▼
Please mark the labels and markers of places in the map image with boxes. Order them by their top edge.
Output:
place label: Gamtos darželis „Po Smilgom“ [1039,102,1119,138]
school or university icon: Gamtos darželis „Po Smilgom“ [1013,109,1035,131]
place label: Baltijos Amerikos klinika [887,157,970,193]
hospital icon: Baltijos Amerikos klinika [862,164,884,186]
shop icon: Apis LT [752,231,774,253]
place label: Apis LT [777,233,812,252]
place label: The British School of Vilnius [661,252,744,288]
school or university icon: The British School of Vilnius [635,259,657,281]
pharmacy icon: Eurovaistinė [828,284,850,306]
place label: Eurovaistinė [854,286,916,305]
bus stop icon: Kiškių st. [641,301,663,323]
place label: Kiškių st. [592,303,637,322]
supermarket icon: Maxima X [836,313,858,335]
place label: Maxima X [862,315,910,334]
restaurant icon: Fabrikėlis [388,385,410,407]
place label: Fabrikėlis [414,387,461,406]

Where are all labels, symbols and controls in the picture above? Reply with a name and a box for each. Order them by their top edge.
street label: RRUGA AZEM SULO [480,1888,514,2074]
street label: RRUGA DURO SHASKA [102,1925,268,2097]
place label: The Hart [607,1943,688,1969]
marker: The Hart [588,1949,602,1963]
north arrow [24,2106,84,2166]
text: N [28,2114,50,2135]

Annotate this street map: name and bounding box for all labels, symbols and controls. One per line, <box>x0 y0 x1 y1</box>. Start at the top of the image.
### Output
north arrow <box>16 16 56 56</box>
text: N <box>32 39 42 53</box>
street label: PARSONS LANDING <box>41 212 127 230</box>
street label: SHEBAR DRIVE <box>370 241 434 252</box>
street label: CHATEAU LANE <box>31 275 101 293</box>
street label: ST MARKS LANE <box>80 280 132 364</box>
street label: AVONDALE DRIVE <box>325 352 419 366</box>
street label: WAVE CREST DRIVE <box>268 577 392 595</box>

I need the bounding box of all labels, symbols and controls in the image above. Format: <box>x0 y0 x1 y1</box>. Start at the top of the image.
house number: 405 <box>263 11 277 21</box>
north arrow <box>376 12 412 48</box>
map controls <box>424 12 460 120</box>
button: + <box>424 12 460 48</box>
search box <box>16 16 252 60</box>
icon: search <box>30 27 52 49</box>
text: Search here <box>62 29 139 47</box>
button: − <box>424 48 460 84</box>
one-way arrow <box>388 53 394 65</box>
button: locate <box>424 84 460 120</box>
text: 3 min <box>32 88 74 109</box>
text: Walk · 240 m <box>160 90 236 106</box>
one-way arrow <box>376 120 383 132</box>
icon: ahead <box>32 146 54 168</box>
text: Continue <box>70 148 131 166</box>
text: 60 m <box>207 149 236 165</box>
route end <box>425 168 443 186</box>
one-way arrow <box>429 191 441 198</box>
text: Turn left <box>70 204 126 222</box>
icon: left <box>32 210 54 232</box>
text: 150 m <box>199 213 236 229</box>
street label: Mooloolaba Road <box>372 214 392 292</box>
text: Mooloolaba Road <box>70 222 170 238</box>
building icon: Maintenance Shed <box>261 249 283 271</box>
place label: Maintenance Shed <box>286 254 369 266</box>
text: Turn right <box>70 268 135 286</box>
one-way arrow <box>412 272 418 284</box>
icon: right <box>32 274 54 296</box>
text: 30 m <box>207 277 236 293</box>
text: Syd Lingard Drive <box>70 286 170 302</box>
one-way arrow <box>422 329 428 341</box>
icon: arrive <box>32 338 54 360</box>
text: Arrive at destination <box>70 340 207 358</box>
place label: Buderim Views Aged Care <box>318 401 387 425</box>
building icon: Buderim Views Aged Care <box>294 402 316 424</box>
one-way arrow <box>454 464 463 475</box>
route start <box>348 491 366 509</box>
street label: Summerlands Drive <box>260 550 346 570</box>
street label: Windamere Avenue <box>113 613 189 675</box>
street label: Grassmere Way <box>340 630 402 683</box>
▲
**What is expected:** Among the lines above, repeat exactly those from the line with "Where are all" to the line with "Annotate this street", counting both ends.

**Solution for this problem:**
Where are all labels, symbols and controls in the picture above? Reply with a name and a box for each. Order them by their top edge.
street label: RRUGA AZEM SULO [480,1888,514,2074]
street label: RRUGA DURO SHASKA [102,1925,268,2097]
place label: The Hart [607,1943,688,1969]
marker: The Hart [588,1949,602,1963]
north arrow [24,2106,84,2166]
text: N [28,2114,50,2135]

Annotate this street map: name and bounding box for all labels, symbols and controls. One per line, <box>x0 y0 x1 y1</box>. Start at the top of the image.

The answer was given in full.